The New Brooklyn polity has positioned itself as an important data & transportation hub in the Inner Sphere, though there are certainly much larger wormhole nexi elsewhere. However, with six 1-kilometer wormholes around Little Brooklyn, each connecting to important Inner Sphere systems (and a seventh connecting Little Brooklyn to New Brooklyn) it is an important wormhole nexus. New Brooklyn, meanwhile, only has the single wormhole to Little Brooklyn as a matter of discouraging invasions.

Little Brooklyn sports 5 permanent beamrider links to neighboring systems, including New Brooklyn. The arrays of beam generators can be adjusted to supply supplemental boosts or braking to relativistic ships. Alternately, additional beams can be generated for semi-permanent links to other systems. New Brooklyn proper has 3 conventional moon-mounted beam generators providing links to other systems (including Little Brooklyn, offering two-way beamrider transport between the paired stars.)

HISTORY: FLIGHT

While the wealthy and well-defended Northeastern megapolis of North America had weathered the Technocalypse fairly well, the Great Expulsion was targeted at just such environment-threatening, resource-consuming, land-covering sprawls. One large group in that region took GAIA's offer of assistance and pooled their considerable industrial clout to build a fast, solid ship, the F.H.L. Guardia, which departed Earth orbit in 646AT. Their destination, dubbed New Brooklyn, was selected because of its then-large distance from Sol, dim K-class primary, and lack of terrestrial planets. It was hoped that no competition would reach New Brooklyn before the expedition, and that it would be uninteresting to other sophonts.

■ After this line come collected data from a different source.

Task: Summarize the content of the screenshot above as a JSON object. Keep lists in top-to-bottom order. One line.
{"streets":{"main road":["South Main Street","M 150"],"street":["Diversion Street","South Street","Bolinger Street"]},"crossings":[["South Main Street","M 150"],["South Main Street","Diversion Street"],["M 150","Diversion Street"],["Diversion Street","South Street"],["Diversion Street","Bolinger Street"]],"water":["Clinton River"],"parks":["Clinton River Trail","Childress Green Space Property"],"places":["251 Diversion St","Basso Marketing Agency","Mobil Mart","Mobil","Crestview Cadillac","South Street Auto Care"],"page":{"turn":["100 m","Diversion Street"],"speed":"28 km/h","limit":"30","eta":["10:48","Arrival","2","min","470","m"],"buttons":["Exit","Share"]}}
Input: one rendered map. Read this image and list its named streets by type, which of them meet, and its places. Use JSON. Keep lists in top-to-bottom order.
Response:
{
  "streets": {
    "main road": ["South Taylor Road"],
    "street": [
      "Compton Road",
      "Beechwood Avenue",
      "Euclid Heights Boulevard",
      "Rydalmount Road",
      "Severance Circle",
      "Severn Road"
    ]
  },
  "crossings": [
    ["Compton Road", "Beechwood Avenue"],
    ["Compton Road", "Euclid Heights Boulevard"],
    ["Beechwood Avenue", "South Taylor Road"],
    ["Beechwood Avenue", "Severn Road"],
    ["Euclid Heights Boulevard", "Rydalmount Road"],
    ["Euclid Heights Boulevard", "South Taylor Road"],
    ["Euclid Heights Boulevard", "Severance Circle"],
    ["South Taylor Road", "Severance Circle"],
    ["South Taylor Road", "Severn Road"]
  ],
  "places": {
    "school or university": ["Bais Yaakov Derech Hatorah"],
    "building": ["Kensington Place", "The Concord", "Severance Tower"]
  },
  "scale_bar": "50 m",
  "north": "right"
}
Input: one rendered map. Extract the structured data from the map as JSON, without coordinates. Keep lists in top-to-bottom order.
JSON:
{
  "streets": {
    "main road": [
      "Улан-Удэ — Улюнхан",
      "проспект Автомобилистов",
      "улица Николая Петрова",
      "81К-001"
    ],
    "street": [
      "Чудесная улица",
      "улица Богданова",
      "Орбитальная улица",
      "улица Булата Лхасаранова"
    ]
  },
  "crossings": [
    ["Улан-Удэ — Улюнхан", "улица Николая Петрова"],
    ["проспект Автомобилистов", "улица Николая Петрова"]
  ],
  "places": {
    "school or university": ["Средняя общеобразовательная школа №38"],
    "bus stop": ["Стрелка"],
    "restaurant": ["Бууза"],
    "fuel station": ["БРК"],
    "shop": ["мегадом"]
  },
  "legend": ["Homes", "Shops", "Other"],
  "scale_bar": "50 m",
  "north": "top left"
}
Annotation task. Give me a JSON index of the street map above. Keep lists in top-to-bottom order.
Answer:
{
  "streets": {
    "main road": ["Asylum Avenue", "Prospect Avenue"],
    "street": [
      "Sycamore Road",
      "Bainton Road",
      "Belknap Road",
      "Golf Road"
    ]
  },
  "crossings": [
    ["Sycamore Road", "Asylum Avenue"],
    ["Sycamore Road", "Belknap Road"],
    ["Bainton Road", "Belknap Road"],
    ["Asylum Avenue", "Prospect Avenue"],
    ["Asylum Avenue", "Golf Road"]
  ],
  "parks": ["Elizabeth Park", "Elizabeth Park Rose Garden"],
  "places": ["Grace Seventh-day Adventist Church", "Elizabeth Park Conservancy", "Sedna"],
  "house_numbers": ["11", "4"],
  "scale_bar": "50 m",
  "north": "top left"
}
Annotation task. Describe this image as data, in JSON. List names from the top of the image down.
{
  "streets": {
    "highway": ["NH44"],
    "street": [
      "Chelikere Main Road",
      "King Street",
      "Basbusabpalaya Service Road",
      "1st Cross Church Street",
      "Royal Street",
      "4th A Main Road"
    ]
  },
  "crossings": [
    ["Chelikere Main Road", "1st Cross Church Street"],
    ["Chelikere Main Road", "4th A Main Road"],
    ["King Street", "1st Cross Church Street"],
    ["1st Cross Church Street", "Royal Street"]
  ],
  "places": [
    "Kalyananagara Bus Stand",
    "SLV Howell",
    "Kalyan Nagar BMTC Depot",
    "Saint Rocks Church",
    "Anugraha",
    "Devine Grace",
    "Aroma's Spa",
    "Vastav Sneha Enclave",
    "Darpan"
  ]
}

The Guardia was able to achieve 0.08c. This velocity was partly enabled by a light passenger section: the passengers had elected to use uploading. The decision to upload was all the more dramatic because only destructive uploading was available at the time. As such, one of the key criteria for the Guardia's passengers was a willingness to upload and shed their original bodies, on the promise that cutting-edge artificial bodies could be produced for them at the destination. In addition to fuel, a few transapients bought passage with the requisite technology for the artificial bodies.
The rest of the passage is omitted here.